> [Work task]:
Transcribe everything in the listing as written, and let no image into the copy.

> [Given material]:
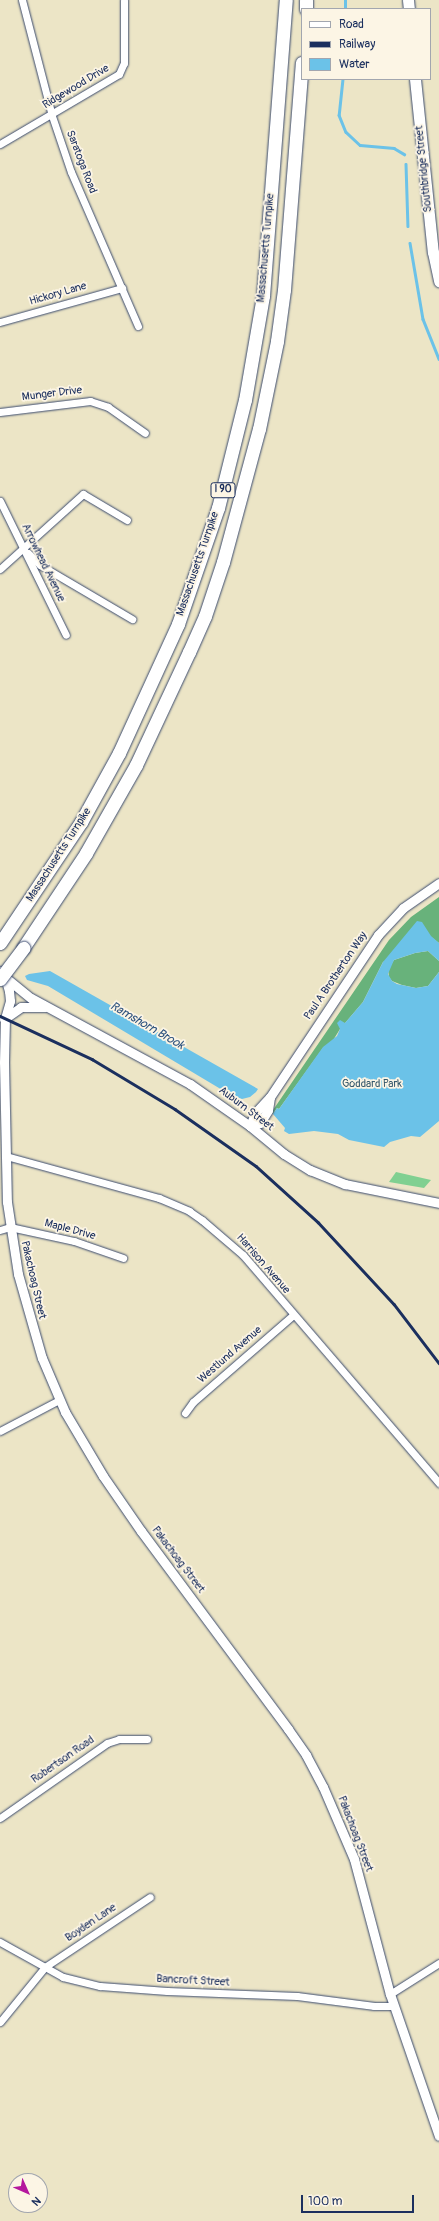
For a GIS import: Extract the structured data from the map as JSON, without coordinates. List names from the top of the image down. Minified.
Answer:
{"streets":{"highway":["Massachusetts Turnpike","I 90"],"main road":["Southbridge Street"],"street":["Ridgewood Drive","Saratoga Road","Hickory Lane","Munger Drive","Arrowhead Avenue","Paul A Brotherton Way","Auburn Street","Maple Drive","Harrison Avenue","Pakachoag Street","Westlund Avenue","Robertson Road","Boyden Lane","Bancroft Street"]},"crossings":[["Ridgewood Drive","Saratoga Road"],["Saratoga Road","Hickory Lane"],["Massachusetts Turnpike","Auburn Street"],["Massachusetts Turnpike","Pakachoag Street"],["Paul A Brotherton Way","Auburn Street"],["Auburn Street","Pakachoag Street"],["Maple Drive","Pakachoag Street"],["Harrison Avenue","Pakachoag Street"],["Harrison Avenue","Westlund Avenue"],["Pakachoag Street","Bancroft Street"],["Boyden Lane","Bancroft Street"]],"water":["Ramshorn Brook"],"parks":["Goddard Park"],"legend":["Road","Railway","Water"],"scale_bar":"100 m","north":"bottom right"}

> [Response]:
For a GIS import: Extract the structured data from the map as JSON, without coordinates. List names from the top of the image down. Minified.
Answer:
{"streets":{"highway":["Massachusetts Turnpike","I 90"],"main road":["Southbridge Street"],"street":["Ridgewood Drive","Saratoga Road","Hickory Lane","Munger Drive","Arrowhead Avenue","Paul A Brotherton Way","Auburn Street","Maple Drive","Harrison Avenue","Pakachoag Street","Westlund Avenue","Robertson Road","Boyden Lane","Bancroft Street"]},"crossings":[["Ridgewood Drive","Saratoga Road"],["Saratoga Road","Hickory Lane"],["Massachusetts Turnpike","Auburn Street"],["Massachusetts Turnpike","Pakachoag Street"],["Paul A Brotherton Way","Auburn Street"],["Auburn Street","Pakachoag Street"],["Maple Drive","Pakachoag Street"],["Harrison Avenue","Pakachoag Street"],["Harrison Avenue","Westlund Avenue"],["Pakachoag Street","Bancroft Street"],["Boyden Lane","Bancroft Street"]],"water":["Ramshorn Brook"],"parks":["Goddard Park"],"legend":["Road","Railway","Water"],"scale_bar":"100 m","north":"bottom right"}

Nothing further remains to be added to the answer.